Vous m’avez comblé d’honneur en m’appelant à vous ; mais la gloire n’est un bien qu’autant qu’on en est digne ; et je ne me persuade pas que quelques essais, écrits sans art et sans autres ornemens que ceux de la Nature, soient des titres suffisans pour oser prendre place parmi les maîtres de l’art, parmi les hommes éminens qui représentent ici la splendeur littéraire de la France, et dont les noms célébrés aujourd’hui par la voix des Nations, retentiront encore avec éclat dans la bouche de nos derniers neveux. Vous avez eu, Messieurs, d’autres motifs, en jetant les yeux sur moi ; vous avez voulu donner à l’illustre Compagnie, à laquelle j’ai l’honneur d’appartenir depuis long-temps, une nouvelle marque de considération. Ma reconnoissance, quoique partagée, n’en sera pas moins vive ; mais comment satisfaire au devoir qu’elle m’impose en ce jour ? Je n’ai, Messieurs, à vous offrir que votre propre bien, ce sont quelques idées sur le style que j’ai puisées dans vos ouvrages ; c’est en vous lisant, c’est en vous admirant qu’elles ont été conçues ; c’est en les soumettant à vos lumières qu’elles se produiront avec quelques succès.
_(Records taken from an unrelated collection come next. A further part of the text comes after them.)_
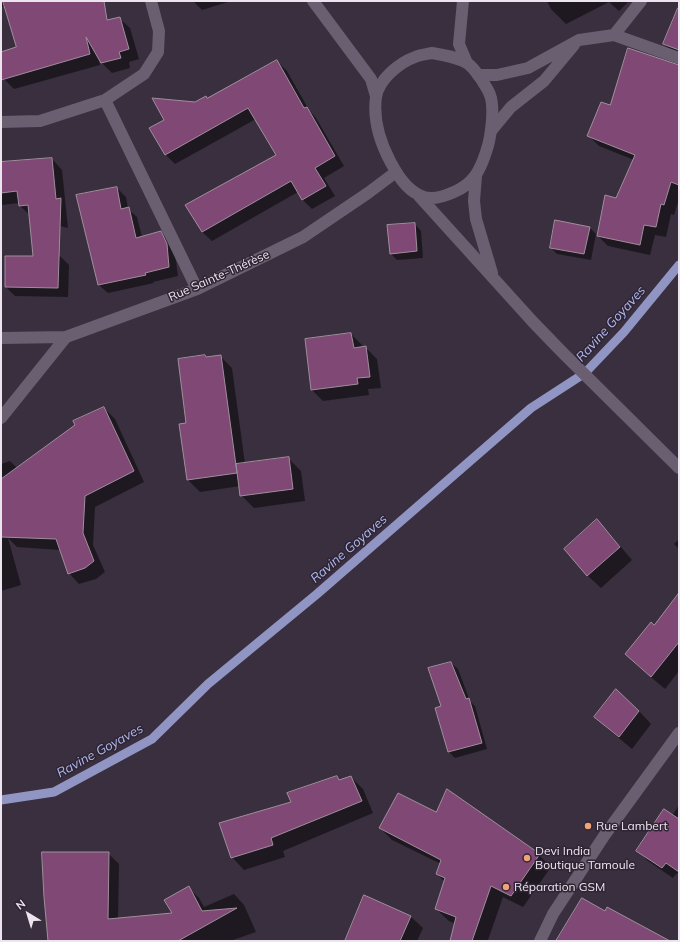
<!DOCTYPE html>
<html>
<head>
<meta charset="utf-8">
<style>
  body { margin:0 }
  #map { position:relative; width:680px; height:942px; overflow:hidden; background:#392f3e; font-family:Mulish,sans-serif }
  canvas { display:block }
  .frame { position:absolute; inset:0; border:2px solid #ece5ef; pointer-events:none }
  .north { position:absolute; left:8px; top:894px; width:40px; height:40px; -webkit-text-stroke:3px #2f2534; paint-order:stroke; rotate:322deg; font-size:11px; font-weight:700; line-height:16px; text-align:center; color:#ece5ef }
  .north::after { content:''; display:block; margin:auto; width:14px; height:18px; background:#ece5ef; clip-path:polygon(50% 0,100% 100%,50% 72%,0 100%) }
</style>
</head>
<body>
<div id="map">
<canvas width="680" height="942"></canvas>
<div class="frame"></div>
<div class="north">N</div>
</div>
<script>
const ctx = document.querySelector('canvas').getContext('2d');
ctx.lineJoin = 'round';
function fillPath(path, color) { ctx.fillStyle = color; ctx.fill(path, 'evenodd'); }
function strokePath(path, color, width, dash) { ctx.strokeStyle = color; ctx.lineWidth = width; ctx.lineCap = dash ? 'butt' : 'round'; ctx.setLineDash(dash || []); ctx.stroke(path); }
function write(font, color, halo, rows, align = 'center') {
  ctx.font = font + ' Mulish,sans-serif'; ctx.lineWidth = 3; ctx.setLineDash([]); ctx.textBaseline = 'middle'; ctx.strokeStyle = halo; ctx.fillStyle = color; for (const [text, x, y, turn = 0] of rows) {
    ctx.save(); ctx.translate(x, y); ctx.rotate((+turn || 0) * Math.PI / 180); ctx.textAlign = isNaN(turn) ? turn : align; if (halo) ctx.strokeText(text, 0, 0); ctx.fillText(text, 0, 0); ctx.restore();
  }
}
const shadow = new Path2D(`
  M1,1H99L105,22L119,18L130,28L139,59L129,62L130,68L112,73L102,63L98,56L100,65L14,89L4,79L1,68V53L17,48L5,6L1,7Z
  M193,1H231L202,10Z
  M547,1H630V2H628L619,11L609,2L566,24L551,9Z
  M679,9V56L675,55L664,44Z
  M277,61L287,71L309,110L316,118L344,166L324,178L335,196L312,209L302,199L298,192L212,241L202,232L277,155L256,119L175,164L166,155L150,128L195,104L208,99Z
  M679,66V199L674,215L671,214L666,237L655,235L650,255L608,246L598,236L617,199L634,160L599,146L588,135L611,107Z
  M52,159L62,170L68,228L40,221L31,216L20,206L19,203L1,205V163Z
  M117,188L126,197L128,209L137,217L142,237L160,232L169,241L175,254L178,276L153,282L154,283L108,293L99,285Z
  M415,224L421,231L423,258L397,260L390,253Z
  M590,228L596,234L591,260L557,254L551,248Z
  M59,255L69,265L68,297L15,296L6,287Z
  M351,334L363,346V348L365,347L377,359L381,388L368,389L369,395L323,401L312,390Z
  M220,356L232,368L245,464L288,458L301,471L305,501L254,508L241,495L240,486L200,492L188,480V423L206,357Z
  M104,408L115,419L144,482L95,507L93,545L105,572L96,579L79,584L69,573L60,550L17,547L8,538L21,585L1,591V464L10,461L18,469Z
  M597,520L609,533L632,560L601,588L588,576L565,549Z
  M679,539V549L674,544Z
  M679,595V671L665,689L639,667L626,654L654,626Z
  M451,663L458,669L470,701L475,706L487,749L455,758L449,752L442,707Z
  M639,711L651,724L632,749L608,729L595,717Z
  M337,777L340,781L351,777L363,789L373,813L283,851L285,857L244,870L232,857Z
  M679,805V874L677,873L673,878L648,861L638,851L672,816Z
  M436,813L539,855L551,867L523,907L503,897L488,940L489,941H451L456,924L449,921L436,909L445,882L437,874L441,864L392,840L380,828Z
  M108,853L119,864L118,919L173,914L189,888L199,898L204,907L234,894L244,905L256,932L230,941H49Z
  M410,916L423,928L417,941H346Z`);
const stream = new Path2D(`
  M1,800L54,792L152,739L208,684L317,594L531,408L585,373L624,332L679,265`);
const building = new Path2D(`
  M3,1H104L107,20L120,17L129,49L119,52L121,58L101,63L86,37L90,54L1,80V52L16,47Z
  M678,8H679V50L663,44Z
  M628,48L679,65V185L671,182L664,205L661,204L656,227L644,225L640,245L597,236L605,195L616,198L635,155L587,136L601,102L610,105Z
  M277,60L304,108L307,107L335,156L315,168L326,186L302,200L291,181L202,232L185,205L276,155L248,108L165,155L149,128L164,120L152,98L195,102L206,96L207,98Z
  M52,158L56,199L61,198L58,288L5,287V256H33L28,205L19,206L17,191L1,193V162Z
  M117,187L121,209L129,207L136,238L161,231L167,244L169,267L145,273L146,275L98,285L76,195Z
  M555,220L590,227L584,254L550,248Z
  M415,223L417,251L390,254L387,225Z
  M351,333L354,348L366,346L370,377L357,378L358,384L311,390L305,339Z
  M205,355L206,357L221,355L237,473L187,480L179,424L186,423L178,359Z
  M104,407L134,471L85,496L83,533L94,561L85,568L68,574L56,539L1,537V479L75,425L73,421Z
  M289,457L293,489L240,496L236,464Z
  M597,519L620,547L587,576L564,549Z
  M679,593V642L651,677L625,654L651,622L654,625Z
  M451,662L466,699L469,698L482,743L448,752L435,708L441,706L428,668Z
  M616,689L639,711L619,737L594,717Z
  M337,776L339,780L351,776L362,801L271,838L273,845L231,858L219,823L291,802L287,793Z
  M447,789L540,854L511,896L491,886L472,941H450L456,917L435,909L445,878L436,874L441,860L379,828L398,793L436,812Z
  M664,809L679,819V872L666,863L662,868L636,851Z
  M42,852H109L108,919L172,913L164,900L189,886L202,911L237,908L178,941H48L44,897Z
  M364,895L411,916L400,941H345Z
  M582,898L605,911L607,907L670,941H556Z`);
const minor = new Path2D(`
  M614,35L679,58
  M478,75H497L528,68L579,40L614,35L641,1
  M105,100L197,289
  M1,122L40,121L105,100L144,74L158,52L159,31L151,1
  M491,131L511,107L544,81L574,45
  M1,338L66,337L197,289L303,237L368,193L396,172
  M1,418L66,337`);
const tertiary = new Path2D(`
  M313,1L371,79L376,96
  M463,1L459,44L467,63
  M432,53C444,55 457,57 467,63C473,67 477,73 481,79C484,84 488,89 490,95C495,108 491,138 486,152C480,171 473,184 454,192C443,197 429,201 419,195C405,188 397,174 390,161C380,142 373,119 376,97C379,79 399,63 415,57C420,55 427,54 432,53Z
  M476,176L474,201L476,219L492,273
  M419,196L533,322L563,353L679,468`);
const secondary = new Path2D(`
  M540,941L553,914L604,836L679,733`);
const markers = [
  [588,826,4,"#efa377"],
  [527,858,4,"#efa377"],
  [506,887,4,"#efa377"]
];
const streetNames = [
  ["Rue Sainte-Thérèse",219,276,-24]
];
const poiNames = [
  ["Rue Lambert",596,826],
  ["Devi India",535,851],
  ["Boutique Tamoule",535,865],
  ["Réparation GSM",514,887]
];
const waterNames = [
  ["Ravine Goyaves",611,324,-48],
  ["Ravine Goyaves",349,549,-41],
  ["Ravine Goyaves",100,751,-29]
];
fillPath(shadow, '#0007');
strokePath(stream, '#9195c4', 9);
fillPath(building, '#7f4875');
strokePath(building, '#a08e9c', 1);
strokePath(minor, '#6a5f70', 12);
strokePath(tertiary, '#6a5f70', 12);
strokePath(secondary, '#6a5f70', 12);
for (const [x, y, r, color] of markers) { const dot = new Path2D(); dot.arc(x, y, r, 0, 2 * Math.PI); ctx.fillStyle = color; ctx.fill(dot); strokePath(dot, '#2f2534', 1.5); }
write('12px', '#ece5ef', '#2f2534', streetNames);
write('12px', '#ece5ef', '#2f2534', poiNames, 'left');
write('italic 13px', '#b0baf0', '#2f2534', waterNames);
</script>
</body>
</html>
Il s’est trouvé dans tous les temps des hommes qui ont su commander aux autres par la puissance de la parole. Ce n’est que dans les siècles éclairés que l’on a bien écrit et bien parlé. La véritable éloquence suppose l’exercice du génie et la culture de l’esprit. Elle est bien différente de cette facilité naturelle de parler, qui n’est qu’un talent, une qualité accordée à tous ceux dont les passions sont fortes, les organes souples et l’imagination prompte. Ces hommes sentent vivement, s’affectent de même, le marquent fortement au-dehors, et par une impression purement mécanique, ils transmettent aux autres leur enthousiasme et leurs affections. C’est le corps qui parle au corps ; tous les mouvements, tous les signes concourent et servent également. Que faut-il pour émouvoir la multitude et l’entraîner ? Que faut-il pour ébranler la plupart des autres hommes et les persuader ? un ton véhément et pathétique, des gestes expressifs et fréquens, des paroles rapides et sonnantes. Mais pour le petit nombre de ceux dont la tête est ferme, le goût délicat et le sens exquis, et qui, comme vous, Messieurs, comptent pour peu le ton, les gestes et le vain son des mots, il faut des choses, des pensées, des raisons ; il faut savoir les présenter ; les nuancer, les ordonner ; il ne suffit pas de frapper l’oreille et d’occuper les yeux ; il faut agir sur l’ame et toucher le cœur en parlant à l’esprit.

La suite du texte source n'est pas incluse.